Material for the task
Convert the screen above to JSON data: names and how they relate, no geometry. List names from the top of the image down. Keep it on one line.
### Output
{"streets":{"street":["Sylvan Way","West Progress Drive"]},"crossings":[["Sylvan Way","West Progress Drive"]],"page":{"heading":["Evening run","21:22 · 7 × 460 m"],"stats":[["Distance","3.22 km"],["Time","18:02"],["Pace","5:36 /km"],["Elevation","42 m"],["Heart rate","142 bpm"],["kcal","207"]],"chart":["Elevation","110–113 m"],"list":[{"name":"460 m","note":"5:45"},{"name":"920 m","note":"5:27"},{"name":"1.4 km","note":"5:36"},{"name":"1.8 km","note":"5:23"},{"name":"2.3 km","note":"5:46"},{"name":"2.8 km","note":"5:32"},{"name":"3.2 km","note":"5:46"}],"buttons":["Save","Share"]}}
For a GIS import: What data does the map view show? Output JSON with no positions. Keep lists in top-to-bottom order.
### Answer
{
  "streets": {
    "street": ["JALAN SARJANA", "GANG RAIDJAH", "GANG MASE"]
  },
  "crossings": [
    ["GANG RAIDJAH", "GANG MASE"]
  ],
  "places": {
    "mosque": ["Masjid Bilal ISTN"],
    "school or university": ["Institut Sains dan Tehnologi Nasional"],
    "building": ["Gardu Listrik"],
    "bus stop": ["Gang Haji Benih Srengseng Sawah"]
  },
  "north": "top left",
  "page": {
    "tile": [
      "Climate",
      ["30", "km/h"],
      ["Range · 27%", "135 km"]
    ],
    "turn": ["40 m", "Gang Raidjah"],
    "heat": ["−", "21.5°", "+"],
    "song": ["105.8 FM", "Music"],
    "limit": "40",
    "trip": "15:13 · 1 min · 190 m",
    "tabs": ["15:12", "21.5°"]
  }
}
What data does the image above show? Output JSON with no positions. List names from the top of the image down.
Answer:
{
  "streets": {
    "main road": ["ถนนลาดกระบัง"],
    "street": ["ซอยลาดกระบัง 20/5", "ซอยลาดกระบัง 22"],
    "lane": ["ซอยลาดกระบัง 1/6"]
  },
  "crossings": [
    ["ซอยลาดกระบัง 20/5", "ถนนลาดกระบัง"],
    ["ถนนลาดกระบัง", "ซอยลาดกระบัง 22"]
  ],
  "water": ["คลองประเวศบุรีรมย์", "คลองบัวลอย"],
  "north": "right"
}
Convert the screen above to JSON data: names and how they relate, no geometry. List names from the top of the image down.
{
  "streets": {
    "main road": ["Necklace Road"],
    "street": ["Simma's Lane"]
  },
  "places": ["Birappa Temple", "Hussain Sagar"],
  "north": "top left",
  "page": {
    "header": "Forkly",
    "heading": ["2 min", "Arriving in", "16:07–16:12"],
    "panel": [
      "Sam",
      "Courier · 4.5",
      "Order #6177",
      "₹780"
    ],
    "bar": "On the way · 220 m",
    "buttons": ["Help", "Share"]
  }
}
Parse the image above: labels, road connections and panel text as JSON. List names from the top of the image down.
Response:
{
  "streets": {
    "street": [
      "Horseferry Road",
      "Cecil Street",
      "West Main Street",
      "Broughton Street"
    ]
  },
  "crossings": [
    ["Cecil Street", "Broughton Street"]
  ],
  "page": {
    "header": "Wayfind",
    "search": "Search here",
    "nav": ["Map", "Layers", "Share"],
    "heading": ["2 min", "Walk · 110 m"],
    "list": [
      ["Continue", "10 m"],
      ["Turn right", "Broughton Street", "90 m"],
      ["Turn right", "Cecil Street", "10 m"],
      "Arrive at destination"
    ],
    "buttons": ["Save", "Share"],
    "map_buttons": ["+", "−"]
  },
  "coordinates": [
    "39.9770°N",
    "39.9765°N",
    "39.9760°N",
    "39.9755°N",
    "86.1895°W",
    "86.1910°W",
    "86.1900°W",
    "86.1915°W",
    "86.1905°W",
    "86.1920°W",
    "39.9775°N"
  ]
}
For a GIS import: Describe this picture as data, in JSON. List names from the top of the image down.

Exercise details
Where in the records does the string "What" appear? Copy every line that has it.

Final answer
For a GIS import: What data does the map view show? Output JSON with no positions. Keep lists in top-to-bottom order.
What data does the image above show? Output JSON with no positions. List names from the top of the image down.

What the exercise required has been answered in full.